Wie entstehen neue Merkmale, durch die sich Arten und ganze Artenfamilien voneinander unterscheiden? Diese Frage, zentral fürs Verständnis der Evolution selbst, beschäftigt Fachleute schon lange. Nun hat ein Team um Abderrahman Khila von der Université de Lyon den genetischen Ursprung einer kuriosen Anpassung untersucht: Bachläufer der Gattung Rhagovelia – und nur sie – besitzen einen auffälligen Fächer an ihren mittleren Beinen. Den brauchen sie, um sich auf schnell fließenden Gewässern fortzubewegen. Wie die Arbeitsgruppe in "Science" berichtet, erweist sich dieser Fächer als Schlüsselinnovation – eine einzelne Verbesserung, die eine ganze Gruppe neuer Arten entstehen lässt. Genetisch entstand sie durch die Kombination gradueller Entwicklung mit radikalen Neuerungen.

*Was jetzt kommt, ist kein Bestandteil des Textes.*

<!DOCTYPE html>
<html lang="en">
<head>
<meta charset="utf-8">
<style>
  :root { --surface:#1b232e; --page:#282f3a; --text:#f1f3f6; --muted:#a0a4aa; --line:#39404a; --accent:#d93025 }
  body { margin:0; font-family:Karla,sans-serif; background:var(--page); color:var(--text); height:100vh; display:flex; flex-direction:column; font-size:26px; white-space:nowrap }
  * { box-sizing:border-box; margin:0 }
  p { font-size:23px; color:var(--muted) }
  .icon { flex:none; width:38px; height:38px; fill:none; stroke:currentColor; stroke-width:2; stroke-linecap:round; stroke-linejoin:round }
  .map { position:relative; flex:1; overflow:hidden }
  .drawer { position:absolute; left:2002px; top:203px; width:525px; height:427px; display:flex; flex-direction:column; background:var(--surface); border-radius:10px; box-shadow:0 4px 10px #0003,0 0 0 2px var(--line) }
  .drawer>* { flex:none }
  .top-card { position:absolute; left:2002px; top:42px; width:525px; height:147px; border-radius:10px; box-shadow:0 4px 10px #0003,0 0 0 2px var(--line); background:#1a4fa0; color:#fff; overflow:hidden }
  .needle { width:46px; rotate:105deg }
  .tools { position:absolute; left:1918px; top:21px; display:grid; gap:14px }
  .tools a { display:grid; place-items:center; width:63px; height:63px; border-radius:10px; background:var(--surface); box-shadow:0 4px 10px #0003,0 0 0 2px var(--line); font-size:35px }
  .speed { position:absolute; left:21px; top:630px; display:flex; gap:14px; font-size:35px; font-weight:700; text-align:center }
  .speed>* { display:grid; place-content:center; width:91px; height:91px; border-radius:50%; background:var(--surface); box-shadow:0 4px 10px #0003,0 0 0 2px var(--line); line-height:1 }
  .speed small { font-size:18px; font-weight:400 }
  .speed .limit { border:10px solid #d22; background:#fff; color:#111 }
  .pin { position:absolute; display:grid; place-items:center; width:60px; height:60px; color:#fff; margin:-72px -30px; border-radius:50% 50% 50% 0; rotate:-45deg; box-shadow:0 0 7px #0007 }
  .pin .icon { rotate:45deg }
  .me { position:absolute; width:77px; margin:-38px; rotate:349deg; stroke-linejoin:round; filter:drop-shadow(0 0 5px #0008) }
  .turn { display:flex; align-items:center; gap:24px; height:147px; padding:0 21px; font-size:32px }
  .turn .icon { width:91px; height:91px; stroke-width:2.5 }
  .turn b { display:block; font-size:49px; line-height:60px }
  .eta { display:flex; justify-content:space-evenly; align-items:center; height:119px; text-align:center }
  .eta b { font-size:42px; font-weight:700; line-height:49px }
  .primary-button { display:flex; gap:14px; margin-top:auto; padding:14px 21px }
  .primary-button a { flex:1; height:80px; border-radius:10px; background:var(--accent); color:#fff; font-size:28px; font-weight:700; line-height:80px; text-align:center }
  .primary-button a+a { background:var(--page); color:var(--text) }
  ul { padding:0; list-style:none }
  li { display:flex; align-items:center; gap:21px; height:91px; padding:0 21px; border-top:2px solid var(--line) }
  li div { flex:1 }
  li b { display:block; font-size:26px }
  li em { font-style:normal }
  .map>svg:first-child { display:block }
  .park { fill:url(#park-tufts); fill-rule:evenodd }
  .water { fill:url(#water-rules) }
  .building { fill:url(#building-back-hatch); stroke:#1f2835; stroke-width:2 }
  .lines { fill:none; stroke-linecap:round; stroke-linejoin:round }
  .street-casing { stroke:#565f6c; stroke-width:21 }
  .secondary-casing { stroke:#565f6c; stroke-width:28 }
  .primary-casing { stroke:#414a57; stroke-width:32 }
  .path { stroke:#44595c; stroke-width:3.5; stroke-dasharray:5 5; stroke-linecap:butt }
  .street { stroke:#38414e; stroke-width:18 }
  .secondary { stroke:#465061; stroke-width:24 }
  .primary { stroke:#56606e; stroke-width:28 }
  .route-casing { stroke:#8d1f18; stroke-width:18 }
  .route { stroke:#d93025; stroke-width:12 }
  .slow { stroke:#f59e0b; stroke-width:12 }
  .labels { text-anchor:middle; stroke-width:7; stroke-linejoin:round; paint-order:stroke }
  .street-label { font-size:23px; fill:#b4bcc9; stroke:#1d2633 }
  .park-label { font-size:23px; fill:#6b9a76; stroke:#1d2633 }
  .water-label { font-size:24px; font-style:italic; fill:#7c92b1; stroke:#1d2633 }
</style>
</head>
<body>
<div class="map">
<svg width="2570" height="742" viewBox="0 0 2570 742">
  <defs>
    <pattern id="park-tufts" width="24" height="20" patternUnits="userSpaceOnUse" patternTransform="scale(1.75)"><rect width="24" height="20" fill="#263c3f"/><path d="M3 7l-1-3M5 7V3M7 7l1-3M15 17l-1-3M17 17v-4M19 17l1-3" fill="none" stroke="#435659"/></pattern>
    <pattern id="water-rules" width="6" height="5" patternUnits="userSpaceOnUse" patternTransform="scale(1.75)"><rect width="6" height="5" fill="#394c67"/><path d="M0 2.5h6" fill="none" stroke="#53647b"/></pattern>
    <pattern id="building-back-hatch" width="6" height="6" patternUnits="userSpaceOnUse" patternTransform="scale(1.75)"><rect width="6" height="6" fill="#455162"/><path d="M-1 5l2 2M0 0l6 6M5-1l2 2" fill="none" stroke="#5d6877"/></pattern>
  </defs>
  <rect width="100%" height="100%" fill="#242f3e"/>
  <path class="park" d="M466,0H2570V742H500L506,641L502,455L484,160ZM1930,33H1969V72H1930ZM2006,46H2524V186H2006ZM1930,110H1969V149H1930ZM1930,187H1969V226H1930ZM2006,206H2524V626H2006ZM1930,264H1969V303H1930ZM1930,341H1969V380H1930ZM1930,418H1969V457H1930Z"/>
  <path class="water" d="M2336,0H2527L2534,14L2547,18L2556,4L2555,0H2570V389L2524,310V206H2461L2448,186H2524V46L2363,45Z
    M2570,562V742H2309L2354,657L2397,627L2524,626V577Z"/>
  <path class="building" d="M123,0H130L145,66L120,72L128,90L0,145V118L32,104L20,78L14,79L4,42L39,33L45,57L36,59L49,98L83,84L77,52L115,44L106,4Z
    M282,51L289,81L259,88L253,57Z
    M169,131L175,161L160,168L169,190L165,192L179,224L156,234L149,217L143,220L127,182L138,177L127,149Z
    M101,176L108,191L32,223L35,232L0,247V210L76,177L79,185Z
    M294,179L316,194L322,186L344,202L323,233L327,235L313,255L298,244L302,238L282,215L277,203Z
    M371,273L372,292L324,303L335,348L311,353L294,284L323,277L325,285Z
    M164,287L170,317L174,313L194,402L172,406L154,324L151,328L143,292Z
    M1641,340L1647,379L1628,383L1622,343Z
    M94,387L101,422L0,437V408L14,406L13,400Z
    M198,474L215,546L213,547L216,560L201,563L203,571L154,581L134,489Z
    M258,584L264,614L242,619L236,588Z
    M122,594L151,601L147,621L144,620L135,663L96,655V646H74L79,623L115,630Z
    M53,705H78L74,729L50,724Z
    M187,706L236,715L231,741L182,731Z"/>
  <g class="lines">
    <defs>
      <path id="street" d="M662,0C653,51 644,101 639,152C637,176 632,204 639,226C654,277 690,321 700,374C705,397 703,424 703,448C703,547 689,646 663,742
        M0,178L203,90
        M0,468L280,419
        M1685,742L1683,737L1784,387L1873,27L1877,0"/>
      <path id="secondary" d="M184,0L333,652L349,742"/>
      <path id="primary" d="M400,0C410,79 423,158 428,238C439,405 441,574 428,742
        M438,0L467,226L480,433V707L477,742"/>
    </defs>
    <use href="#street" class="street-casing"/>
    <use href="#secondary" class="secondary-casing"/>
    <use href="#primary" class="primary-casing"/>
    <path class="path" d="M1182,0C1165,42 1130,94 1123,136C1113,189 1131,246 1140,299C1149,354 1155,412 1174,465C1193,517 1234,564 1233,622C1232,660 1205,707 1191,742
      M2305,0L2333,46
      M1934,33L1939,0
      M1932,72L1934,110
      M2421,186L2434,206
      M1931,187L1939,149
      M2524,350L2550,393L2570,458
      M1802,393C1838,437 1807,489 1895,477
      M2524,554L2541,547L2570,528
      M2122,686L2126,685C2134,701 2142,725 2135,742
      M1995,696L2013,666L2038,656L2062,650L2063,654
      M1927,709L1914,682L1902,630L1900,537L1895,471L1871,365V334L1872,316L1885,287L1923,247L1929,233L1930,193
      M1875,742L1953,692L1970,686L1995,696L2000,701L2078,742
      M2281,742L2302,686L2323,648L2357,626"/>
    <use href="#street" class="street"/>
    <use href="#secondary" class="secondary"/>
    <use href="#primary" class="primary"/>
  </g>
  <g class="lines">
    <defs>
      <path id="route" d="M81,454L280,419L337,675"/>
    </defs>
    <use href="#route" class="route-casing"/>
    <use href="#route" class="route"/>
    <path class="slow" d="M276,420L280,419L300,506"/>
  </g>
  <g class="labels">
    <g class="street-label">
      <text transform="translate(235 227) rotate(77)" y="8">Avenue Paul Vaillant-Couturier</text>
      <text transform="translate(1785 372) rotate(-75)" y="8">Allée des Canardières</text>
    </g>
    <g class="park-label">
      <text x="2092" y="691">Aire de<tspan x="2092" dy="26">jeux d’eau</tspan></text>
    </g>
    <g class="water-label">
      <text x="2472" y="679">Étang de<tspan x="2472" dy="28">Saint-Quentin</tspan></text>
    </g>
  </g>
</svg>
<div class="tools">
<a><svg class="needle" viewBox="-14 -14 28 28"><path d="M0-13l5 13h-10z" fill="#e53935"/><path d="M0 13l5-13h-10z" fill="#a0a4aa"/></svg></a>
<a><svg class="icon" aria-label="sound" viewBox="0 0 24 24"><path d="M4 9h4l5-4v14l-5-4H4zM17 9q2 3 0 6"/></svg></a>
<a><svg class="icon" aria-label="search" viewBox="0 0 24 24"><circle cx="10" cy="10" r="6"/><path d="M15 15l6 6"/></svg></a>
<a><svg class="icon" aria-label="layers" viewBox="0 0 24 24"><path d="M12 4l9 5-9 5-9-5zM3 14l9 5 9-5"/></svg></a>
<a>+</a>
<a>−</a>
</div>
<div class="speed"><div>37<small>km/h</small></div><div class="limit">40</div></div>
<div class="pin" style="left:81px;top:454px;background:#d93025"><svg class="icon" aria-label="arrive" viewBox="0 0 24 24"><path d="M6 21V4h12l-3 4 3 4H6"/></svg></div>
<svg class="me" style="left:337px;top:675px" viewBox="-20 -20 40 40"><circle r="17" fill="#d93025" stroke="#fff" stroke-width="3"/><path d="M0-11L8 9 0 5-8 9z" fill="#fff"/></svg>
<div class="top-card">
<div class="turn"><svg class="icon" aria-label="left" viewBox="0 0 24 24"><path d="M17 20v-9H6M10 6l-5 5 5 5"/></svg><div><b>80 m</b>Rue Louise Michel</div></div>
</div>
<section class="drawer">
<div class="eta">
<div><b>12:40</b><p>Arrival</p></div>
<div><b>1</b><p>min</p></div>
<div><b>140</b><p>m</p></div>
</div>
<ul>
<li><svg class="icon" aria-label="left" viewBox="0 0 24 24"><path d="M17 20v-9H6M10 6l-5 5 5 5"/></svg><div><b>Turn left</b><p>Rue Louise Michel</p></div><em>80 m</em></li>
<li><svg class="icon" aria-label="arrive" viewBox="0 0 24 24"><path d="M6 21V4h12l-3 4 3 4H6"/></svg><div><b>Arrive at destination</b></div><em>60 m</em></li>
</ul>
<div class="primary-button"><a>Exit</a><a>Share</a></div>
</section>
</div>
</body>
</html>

Hinter der Neuentwicklung stehen zwei neue Gene, die es ausschließlich bei Rhagovelia gibt: gsha und mogsha ("geisha" und "mother-of-geisha", wegen des Fächers). Hinzu kommen drei bekannte Gene, die in neuer Weise verwendet werden. Diese umgewidmeten Gene lassen schon für sich genommen rudimentäre Fächer entstehen, die nach den Analysen Vorteile auf bewegten Gewässern bieten. Der Befund stützt die Vermutung, dass Innovationen zunächst durch Umwidmung existierender genetischer Mechanismen in rudimentärer Form auftauchen und dann durch ganz neu entstehende Erweiterungen ihren Vorteil entfalten und zur Schlüsselinnovation werden.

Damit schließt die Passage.